Forecasting and Decision Making under Uncertainty

Lead Research Organisation: University of Cambridge
Department Name: Judge Business School

Abstract

Organisations tend to make capital investment decisions based on fixed demand projections. Managers focus much attention and resource on the production of "accurate" demand forecasts, or hire consultants to do so, and then make a cost-minimising or value-maximising investment decision that meets these point forecasts. My practical experience with hospital planners in the UK and US has highlighted the challenge of making such investment decision. For example, a strategic level investment decision at the hospital typically asks for the required number of hospital beds. Hired consultants calculate bed demand for the lifespan of the infrastructure, which can be 30-50 years. They then design the hospital based on the "point"demand forecast (in terms of bed numbers) and operational efficiency targets set by their client. But, how reliable is this point forecast of bed demand 30-50 years ahead if we find it difficult to predict exactly how many beds will be needed, even in the next month? Will the decision to build a fixed number of hospital beds based on the point demand projection be clinically effective and economically efficient? If demand is higher or lower than expected and the design is rigid, then the infrastructure will not be able to cope with high or low demand, resulting in overcrowding or empty beds.
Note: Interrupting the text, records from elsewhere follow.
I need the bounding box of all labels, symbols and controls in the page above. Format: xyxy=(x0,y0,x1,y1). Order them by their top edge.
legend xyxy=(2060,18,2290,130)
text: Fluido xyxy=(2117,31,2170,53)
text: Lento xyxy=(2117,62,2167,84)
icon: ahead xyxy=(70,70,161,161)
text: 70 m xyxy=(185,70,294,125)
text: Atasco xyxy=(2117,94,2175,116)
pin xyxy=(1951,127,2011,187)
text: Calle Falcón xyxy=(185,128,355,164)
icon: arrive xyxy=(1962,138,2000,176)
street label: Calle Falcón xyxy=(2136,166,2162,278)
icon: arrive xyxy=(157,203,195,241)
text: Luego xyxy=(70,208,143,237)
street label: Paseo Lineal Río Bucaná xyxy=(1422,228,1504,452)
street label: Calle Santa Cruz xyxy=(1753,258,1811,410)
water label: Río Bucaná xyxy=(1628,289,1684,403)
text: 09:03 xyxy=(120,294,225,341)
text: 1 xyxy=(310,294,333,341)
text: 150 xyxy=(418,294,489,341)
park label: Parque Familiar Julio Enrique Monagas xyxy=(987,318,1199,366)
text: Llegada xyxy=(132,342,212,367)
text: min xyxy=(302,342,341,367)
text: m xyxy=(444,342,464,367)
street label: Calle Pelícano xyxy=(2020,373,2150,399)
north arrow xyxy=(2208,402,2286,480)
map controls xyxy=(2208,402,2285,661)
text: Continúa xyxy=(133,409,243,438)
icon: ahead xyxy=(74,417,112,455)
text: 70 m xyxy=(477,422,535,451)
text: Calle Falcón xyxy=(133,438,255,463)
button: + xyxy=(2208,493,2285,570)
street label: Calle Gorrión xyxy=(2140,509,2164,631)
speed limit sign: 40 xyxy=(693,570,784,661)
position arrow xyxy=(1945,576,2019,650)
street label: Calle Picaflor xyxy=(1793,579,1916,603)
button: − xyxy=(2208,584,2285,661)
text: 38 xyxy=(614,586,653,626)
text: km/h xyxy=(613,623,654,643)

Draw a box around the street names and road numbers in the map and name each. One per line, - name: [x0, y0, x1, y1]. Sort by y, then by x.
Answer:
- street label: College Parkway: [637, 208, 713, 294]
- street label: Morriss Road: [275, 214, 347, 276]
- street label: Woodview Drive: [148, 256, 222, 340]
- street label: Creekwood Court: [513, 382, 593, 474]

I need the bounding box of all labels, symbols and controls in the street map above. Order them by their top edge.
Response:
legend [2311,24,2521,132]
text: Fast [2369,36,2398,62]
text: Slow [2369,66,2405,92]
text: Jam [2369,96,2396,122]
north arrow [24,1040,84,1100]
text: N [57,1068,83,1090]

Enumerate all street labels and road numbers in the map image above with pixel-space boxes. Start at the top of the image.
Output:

A good value-for-money hospital infrastructure therefore needs to be flexible, to allow effective adaptation to unpredictably changing circumstances.

One of my PhD papers illustrates design flexibility as an important value driver typically in a large scale and long term capital investment project using a case study based on the development of the Cambridge University Hospitals NHS Foundation Trust campus. Examples of design features that make hospital buildings flexible include shell space, where areas are built but not yet medically equipped, or suitable structural foundations of building to allow additional floors at a later time. In my paper, I also lay out a stylised example of articulating the value of flexibility to enable the practitioners to make an economic case for flexible infrastructure.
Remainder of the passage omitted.